Problem to solve |
Beginning at the top of the data below, write out every line exactly until you reach the line with "position:absolute; translate:-50% -41px;", and include that line.

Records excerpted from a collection

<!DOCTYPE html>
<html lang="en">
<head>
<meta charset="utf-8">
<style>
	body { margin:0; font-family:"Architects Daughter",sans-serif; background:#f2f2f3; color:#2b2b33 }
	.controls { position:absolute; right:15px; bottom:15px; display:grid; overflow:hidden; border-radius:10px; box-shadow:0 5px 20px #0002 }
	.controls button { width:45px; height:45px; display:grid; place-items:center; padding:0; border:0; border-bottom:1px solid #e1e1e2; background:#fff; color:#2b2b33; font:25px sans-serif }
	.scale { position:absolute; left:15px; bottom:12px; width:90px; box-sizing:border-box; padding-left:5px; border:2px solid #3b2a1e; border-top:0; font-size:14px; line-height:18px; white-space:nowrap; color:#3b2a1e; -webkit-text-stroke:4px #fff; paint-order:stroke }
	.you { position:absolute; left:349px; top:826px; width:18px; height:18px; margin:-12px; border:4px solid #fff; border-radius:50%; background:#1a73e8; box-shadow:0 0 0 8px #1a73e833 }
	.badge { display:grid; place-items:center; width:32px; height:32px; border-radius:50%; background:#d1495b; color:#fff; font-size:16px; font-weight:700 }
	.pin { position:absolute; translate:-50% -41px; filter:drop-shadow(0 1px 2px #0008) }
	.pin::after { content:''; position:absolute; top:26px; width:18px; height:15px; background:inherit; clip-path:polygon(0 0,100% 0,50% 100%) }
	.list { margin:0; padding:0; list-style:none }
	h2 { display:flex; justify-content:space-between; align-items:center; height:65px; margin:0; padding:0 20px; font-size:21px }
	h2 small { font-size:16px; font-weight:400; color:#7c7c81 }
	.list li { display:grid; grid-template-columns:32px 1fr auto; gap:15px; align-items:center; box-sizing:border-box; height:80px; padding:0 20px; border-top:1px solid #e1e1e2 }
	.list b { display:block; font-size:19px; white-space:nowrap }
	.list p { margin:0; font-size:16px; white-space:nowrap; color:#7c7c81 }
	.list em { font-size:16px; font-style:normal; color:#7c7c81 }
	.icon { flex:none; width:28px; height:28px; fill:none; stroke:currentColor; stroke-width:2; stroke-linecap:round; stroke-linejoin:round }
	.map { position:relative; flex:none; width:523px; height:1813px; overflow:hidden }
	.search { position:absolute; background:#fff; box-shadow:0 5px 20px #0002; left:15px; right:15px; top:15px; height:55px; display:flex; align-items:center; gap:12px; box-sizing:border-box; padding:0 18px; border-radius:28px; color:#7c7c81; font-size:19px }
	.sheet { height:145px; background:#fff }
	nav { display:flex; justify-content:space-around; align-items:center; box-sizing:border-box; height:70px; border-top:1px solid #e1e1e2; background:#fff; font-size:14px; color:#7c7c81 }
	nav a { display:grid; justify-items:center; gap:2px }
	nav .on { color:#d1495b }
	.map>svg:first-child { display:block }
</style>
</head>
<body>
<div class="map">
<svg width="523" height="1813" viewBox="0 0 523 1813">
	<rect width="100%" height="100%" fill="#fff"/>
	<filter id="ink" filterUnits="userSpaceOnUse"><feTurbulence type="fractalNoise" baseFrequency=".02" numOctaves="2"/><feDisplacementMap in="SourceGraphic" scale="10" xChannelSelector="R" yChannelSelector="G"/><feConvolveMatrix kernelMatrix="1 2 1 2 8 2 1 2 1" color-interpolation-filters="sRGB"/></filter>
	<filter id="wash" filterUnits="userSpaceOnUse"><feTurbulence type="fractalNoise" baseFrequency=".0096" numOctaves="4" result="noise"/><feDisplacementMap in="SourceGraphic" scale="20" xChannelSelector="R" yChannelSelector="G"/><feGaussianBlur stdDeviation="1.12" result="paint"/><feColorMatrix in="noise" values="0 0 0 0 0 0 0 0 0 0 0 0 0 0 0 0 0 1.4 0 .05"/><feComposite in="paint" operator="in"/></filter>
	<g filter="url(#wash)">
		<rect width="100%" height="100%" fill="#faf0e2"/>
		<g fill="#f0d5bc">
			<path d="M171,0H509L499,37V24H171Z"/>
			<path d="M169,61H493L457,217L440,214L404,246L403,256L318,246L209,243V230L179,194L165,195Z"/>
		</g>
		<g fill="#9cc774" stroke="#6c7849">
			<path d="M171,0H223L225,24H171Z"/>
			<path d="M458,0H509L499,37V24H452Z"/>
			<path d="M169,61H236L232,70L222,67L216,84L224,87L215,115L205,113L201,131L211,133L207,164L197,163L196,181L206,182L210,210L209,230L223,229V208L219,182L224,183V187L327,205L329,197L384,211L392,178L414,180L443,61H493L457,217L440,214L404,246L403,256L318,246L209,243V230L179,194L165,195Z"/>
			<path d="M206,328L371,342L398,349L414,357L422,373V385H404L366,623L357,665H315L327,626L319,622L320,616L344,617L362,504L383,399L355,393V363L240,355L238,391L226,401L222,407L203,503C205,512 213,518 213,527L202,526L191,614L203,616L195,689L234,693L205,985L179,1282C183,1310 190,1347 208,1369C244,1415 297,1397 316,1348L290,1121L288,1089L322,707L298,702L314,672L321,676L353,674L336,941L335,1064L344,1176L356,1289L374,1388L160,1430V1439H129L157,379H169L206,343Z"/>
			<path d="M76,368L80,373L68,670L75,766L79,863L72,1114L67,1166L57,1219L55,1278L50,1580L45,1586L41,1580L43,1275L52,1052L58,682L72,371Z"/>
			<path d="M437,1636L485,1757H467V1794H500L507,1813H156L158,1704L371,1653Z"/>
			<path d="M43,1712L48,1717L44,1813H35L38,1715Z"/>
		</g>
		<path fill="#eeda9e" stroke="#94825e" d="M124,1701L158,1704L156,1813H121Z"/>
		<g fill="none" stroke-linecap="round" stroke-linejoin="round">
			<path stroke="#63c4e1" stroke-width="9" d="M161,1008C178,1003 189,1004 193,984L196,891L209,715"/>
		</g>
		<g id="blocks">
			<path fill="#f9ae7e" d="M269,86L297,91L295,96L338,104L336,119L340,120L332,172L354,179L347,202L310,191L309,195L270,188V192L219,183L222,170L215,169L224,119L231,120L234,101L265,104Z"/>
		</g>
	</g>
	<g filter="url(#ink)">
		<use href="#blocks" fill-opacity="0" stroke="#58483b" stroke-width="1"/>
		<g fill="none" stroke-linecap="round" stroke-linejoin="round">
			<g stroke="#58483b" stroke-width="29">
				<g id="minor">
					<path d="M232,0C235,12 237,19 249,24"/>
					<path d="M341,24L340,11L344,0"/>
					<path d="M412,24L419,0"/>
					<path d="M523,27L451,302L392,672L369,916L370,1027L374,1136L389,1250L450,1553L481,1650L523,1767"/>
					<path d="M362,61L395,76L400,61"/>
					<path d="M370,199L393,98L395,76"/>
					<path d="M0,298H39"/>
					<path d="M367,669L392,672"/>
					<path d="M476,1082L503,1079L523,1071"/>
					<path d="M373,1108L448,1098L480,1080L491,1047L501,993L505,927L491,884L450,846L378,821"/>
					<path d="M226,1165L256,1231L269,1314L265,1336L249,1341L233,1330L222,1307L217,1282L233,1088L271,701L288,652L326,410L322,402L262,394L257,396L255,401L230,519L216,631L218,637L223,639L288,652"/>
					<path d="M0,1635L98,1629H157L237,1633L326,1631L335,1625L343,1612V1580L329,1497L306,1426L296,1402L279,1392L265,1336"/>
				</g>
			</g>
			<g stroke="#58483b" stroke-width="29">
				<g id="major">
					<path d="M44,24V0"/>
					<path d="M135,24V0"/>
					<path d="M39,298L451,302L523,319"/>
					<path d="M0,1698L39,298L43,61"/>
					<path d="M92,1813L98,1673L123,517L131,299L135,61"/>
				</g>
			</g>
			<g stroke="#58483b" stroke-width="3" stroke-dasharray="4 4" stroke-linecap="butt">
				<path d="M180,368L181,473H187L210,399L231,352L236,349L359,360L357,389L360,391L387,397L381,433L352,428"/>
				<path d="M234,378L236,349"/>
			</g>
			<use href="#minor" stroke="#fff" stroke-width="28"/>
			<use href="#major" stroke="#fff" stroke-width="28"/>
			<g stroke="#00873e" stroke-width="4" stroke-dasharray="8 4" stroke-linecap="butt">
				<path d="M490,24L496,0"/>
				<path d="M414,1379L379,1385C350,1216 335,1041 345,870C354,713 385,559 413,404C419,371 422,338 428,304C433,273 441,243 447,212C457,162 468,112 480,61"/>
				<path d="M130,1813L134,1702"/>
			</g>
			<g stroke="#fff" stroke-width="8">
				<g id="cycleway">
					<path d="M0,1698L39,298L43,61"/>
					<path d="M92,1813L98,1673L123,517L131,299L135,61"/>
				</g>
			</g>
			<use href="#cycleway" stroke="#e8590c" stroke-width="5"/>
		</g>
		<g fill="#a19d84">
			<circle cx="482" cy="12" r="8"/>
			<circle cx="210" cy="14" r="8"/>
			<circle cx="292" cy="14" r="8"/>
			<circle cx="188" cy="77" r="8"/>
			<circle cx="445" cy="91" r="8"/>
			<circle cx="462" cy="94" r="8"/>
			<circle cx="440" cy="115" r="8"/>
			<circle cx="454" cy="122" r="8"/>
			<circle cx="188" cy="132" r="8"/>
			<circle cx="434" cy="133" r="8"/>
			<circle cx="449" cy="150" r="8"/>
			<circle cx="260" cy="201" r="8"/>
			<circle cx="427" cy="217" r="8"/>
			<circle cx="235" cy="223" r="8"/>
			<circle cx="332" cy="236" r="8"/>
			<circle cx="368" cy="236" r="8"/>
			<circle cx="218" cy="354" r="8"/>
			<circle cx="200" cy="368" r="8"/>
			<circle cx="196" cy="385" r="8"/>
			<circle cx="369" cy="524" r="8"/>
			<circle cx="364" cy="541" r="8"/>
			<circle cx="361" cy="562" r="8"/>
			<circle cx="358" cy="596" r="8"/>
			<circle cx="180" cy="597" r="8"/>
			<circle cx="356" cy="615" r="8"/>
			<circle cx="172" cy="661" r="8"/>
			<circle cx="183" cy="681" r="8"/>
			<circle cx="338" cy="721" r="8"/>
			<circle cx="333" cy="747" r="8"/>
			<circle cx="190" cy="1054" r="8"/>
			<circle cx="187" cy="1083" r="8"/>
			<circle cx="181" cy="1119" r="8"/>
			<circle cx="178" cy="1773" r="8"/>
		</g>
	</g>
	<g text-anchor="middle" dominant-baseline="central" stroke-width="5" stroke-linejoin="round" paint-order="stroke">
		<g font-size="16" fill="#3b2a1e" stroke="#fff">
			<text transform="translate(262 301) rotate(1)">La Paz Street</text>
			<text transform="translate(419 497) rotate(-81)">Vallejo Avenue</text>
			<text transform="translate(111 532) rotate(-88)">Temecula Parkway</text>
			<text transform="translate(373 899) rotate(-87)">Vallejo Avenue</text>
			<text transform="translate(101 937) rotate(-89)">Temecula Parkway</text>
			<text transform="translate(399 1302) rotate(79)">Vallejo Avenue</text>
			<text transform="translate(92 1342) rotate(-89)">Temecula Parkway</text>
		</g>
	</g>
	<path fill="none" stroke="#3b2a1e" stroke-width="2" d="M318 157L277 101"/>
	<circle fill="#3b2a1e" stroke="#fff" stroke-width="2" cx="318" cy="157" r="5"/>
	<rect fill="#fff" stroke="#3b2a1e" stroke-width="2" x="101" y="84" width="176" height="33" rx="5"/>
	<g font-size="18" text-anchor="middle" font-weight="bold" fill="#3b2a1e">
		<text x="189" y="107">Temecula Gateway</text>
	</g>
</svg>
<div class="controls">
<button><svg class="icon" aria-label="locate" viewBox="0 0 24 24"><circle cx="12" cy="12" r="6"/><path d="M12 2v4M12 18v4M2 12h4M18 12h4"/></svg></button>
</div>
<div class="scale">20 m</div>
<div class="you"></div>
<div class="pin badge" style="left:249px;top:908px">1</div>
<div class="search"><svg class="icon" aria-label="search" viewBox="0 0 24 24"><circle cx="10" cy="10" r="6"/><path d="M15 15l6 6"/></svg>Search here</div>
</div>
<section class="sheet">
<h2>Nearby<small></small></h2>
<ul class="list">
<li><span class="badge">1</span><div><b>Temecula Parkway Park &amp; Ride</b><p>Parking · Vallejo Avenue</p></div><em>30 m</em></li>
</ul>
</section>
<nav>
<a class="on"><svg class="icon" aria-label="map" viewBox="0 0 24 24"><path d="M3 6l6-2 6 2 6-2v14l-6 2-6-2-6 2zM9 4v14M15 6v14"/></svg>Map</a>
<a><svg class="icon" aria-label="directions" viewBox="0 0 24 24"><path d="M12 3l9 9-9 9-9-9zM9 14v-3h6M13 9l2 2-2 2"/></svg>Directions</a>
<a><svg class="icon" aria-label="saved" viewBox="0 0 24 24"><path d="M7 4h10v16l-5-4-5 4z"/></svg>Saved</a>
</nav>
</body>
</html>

Written solution |
<!DOCTYPE html>
<html lang="en">
<head>
<meta charset="utf-8">
<style>
	body { margin:0; font-family:"Architects Daughter",sans-serif; background:#f2f2f3; color:#2b2b33 }
	.controls { position:absolute; right:15px; bottom:15px; display:grid; overflow:hidden; border-radius:10px; box-shadow:0 5px 20px #0002 }
	.controls button { width:45px; height:45px; display:grid; place-items:center; padding:0; border:0; border-bottom:1px solid #e1e1e2; background:#fff; color:#2b2b33; font:25px sans-serif }
	.scale { position:absolute; left:15px; bottom:12px; width:90px; box-sizing:border-box; padding-left:5px; border:2px solid #3b2a1e; border-top:0; font-size:14px; line-height:18px; white-space:nowrap; color:#3b2a1e; -webkit-text-stroke:4px #fff; paint-order:stroke }
	.you { position:absolute; left:349px; top:826px; width:18px; height:18px; margin:-12px; border:4px solid #fff; border-radius:50%; background:#1a73e8; box-shadow:0 0 0 8px #1a73e833 }
	.badge { display:grid; place-items:center; width:32px; height:32px; border-radius:50%; background:#d1495b; color:#fff; font-size:16px; font-weight:700 }
	.pin { position:absolute; translate:-50% -41px; filter:drop-shadow(0 1px 2px #0008) }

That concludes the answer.